EU to hold emergency meeting on South Ossetia next week
August 12, 2008 - 0:0
BRUSSELS (Agencies) -- Foreign ministers from the EU's 27 member states will gather for an emergency meeting early next week to discuss measures to help settle the conflict in South Ossetia, EU diplomatic sources said on Sunday, RIA Novosti reportd.
The emergency meeting of the EU diplomats, proposed by France, which currently holds the rotating presidency of the European Union, is expected to take place in Paris or Brussels, the EU diplomatic sources said.France earlier urged the conflicting sides to immediately end armed hostilities and start negotiations to find a political solution, and called on Russia to respect the sovereignty and territorial integrity of Georgia.
Georgia shelled the capital of South Ossetia on Monday, a Russian news agency said, while Tbilisi said dozens of Russian bombers were attacking Georgia, Reuters reported.
U.S. President George W. Bush denounced Moscow's ""disproportionate response"" to the South Ossetian crisis and French Foreign Minister Bernard Kouchner began a mission to Tbilisi and Moscow to promote a peace plan designed in Paris.
The new crisis in the Caucasus has triggered alarm in the West, which gets much of its oil from a pipeline running through Georgia, and led to Cold War-style clashes at the United Nations. Oil prices rose again on Monday after a recent retreat from record levels, with crude topping $116 a barrel.
Sounds of explosions rocked the South Ossetian capital Tskhinvali, now controlled by Russian troops. Soldiers said several Russian peacekeepers were killed in the Georgian shelling.
Interfax news agency quoted South Ossetian spokeswoman Irina Gagloyeva as saying the Georgians had fired Katyusha rockets killing 3 Russian peacekeepers and wounding 18. There was no independent confirmation of the casualties.
Georgia said up to 50 Russian fighter jets attacked Georgia overnight.
""Several dozen Russian bombers are in the Georgian skies and have been attacking throughout the country over the past several hours,"" the foreign ministry said in a statement.
Georgia offered Moscow a ceasefire and peace talks on Sunday, and said it had pulled its troops back from South Ossetia. Russia demands an unconditional Georgian withdrawal.
On his final day at the Beijing Olympics, Bush, who has been a big supporter of Georgia's pro-Western leader, said he had spoken firmly to Russian Prime Minister Vladimir Putin about the crisis.

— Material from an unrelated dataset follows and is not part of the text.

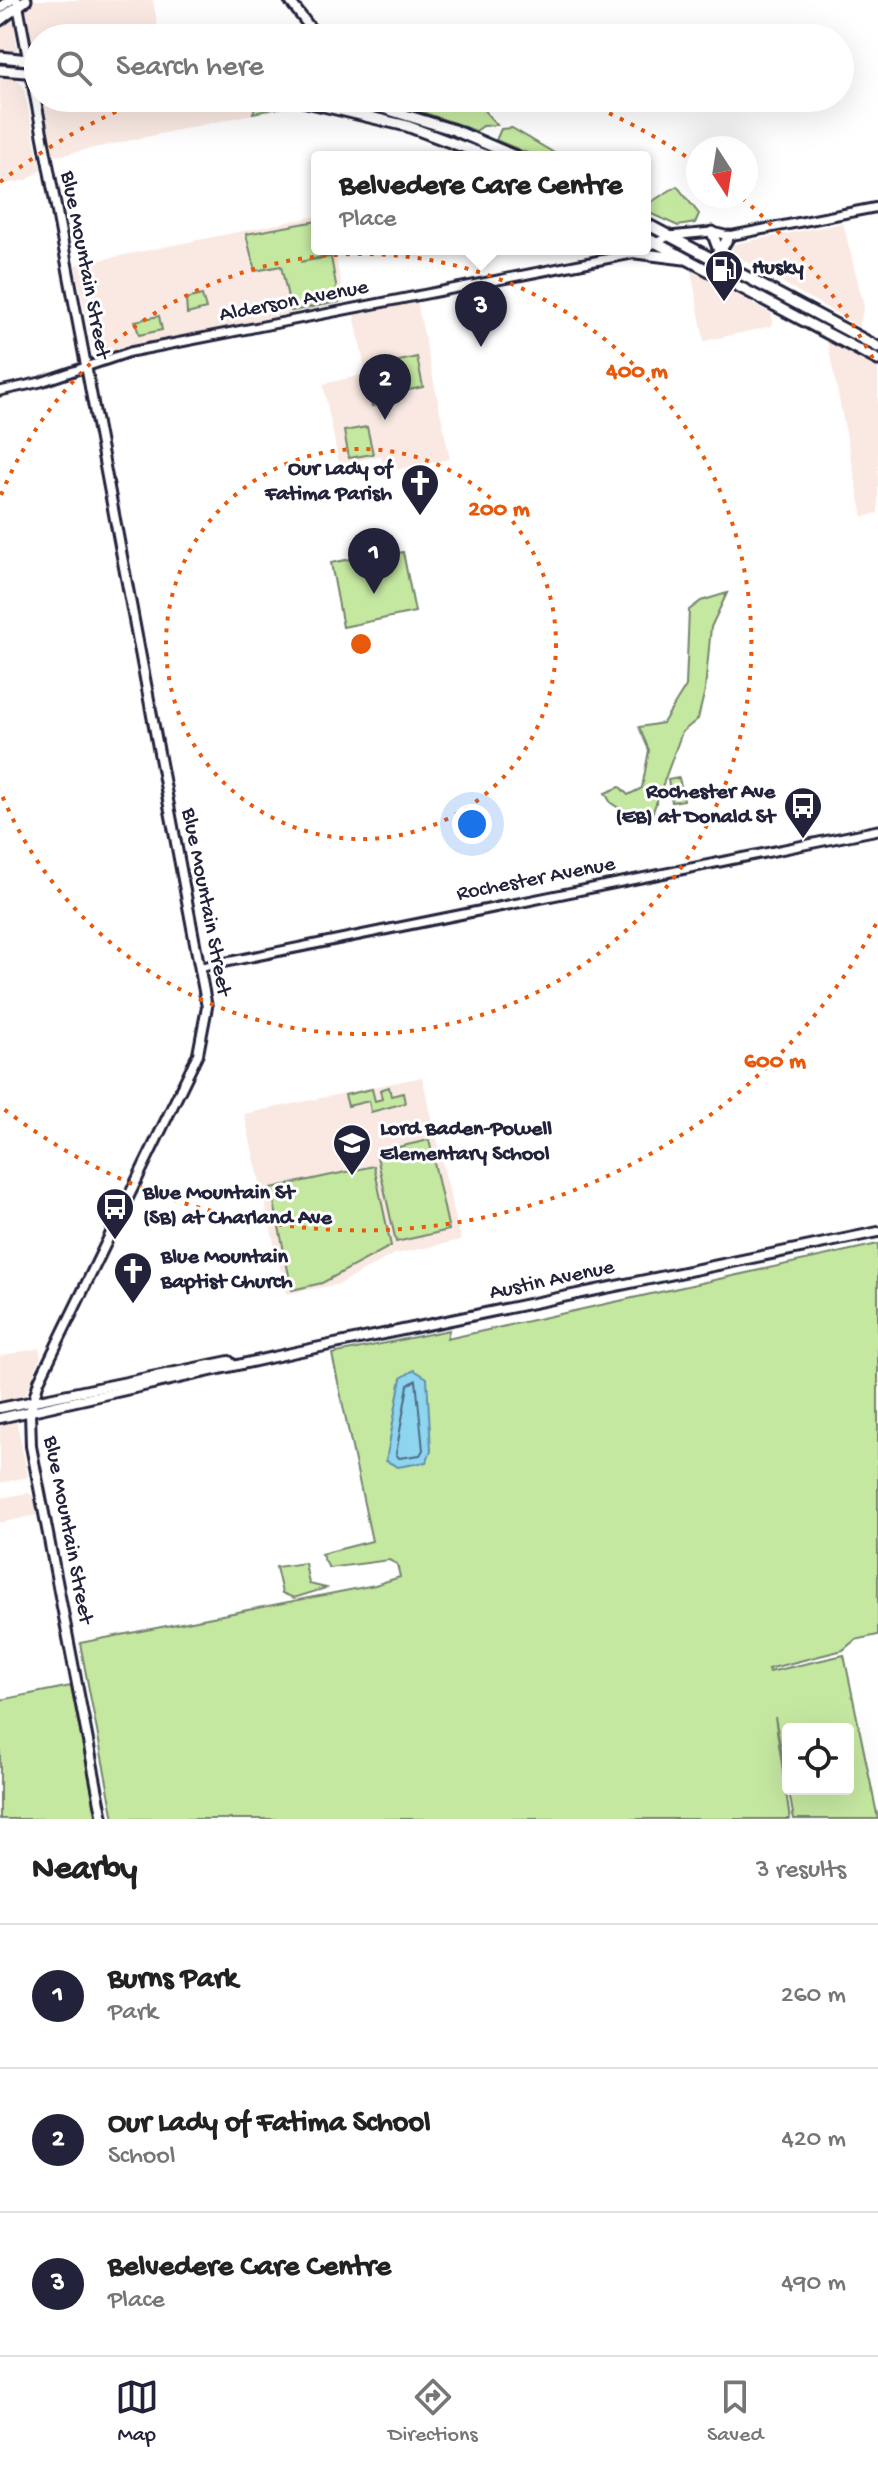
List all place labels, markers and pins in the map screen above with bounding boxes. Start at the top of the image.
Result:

""I was very firm with Vladimir Putin ... I expressed my grave concern about the disproportionate response of Russia,"" Bush told NBC Sports. ""We strongly condemn bombing outside of South Ossetia.""
Kouchner, whose country holds the rotating presidency in the European Union, arrived for talks with President Mikheil Saakashvili on a mission to try to end the four-day-old war.
After meeting the pro-Western Saakashvili, Kouchner said a ""controlled withdrawal of troops"" was his main priority.
""Coming back to the table, negotiations, peace talks, a political solution. That's it. Easy to say, very difficult to do,"" Kouchner told journalists in Tbilisi.
Russian troops and tanks took control of Tskhinvali, the region's devastated capital, on Sunday after a three-day battle. Moscow said 2,000 civilians were killed and thousands made homeless in a ""humanitarian catastrophe.""
The simmering conflict between Russia and its small, former Soviet neighbor erupted on Thursday when Georgia sent forces into South Ossetia, a pro-Russian province that threw off Georgian rule in the 1990s.
The West views Georgia as a valuable, if volatile, ally because of its strategic location on the Baku-Tbilisi-Ceyhan pipeline carrying oil from the Caspian to Europe.
Relations between Russia and Georgia have been at a low ebb because of Saakashvili's pro-western policies and his drive to take his country into NATO -- anathema to Moscow.
At the UN, U.S. ambassador Zalmay Khalilzad suggested Russia was seeking ""regime change"" by saying Saakashvili should leave office. Russian envoy Vitaly Churkin obliquely suggested some leaders became ""obstacles"" to their people.
Saakashvili appeared smiling but disheveled to meet Kouchner on Sunday night, before showing him the night-time view of Tbilisi from a hillside.
""It is the most surreal world crisis I could ever imagine,"" the Georgian leader told reporters.
A Reuters photographer entering Tskhinvali with Russian troops on Sunday saw dead Georgian soldiers lying in the streets and the ruins of buildings devastated in the fighting.
A Georgian government source said on Sunday 130 Georgian civilians and military personnel had been killed and 1,165 wounded, many because of Russian bombing inside Georgia. Russia denies hitting civilian targets.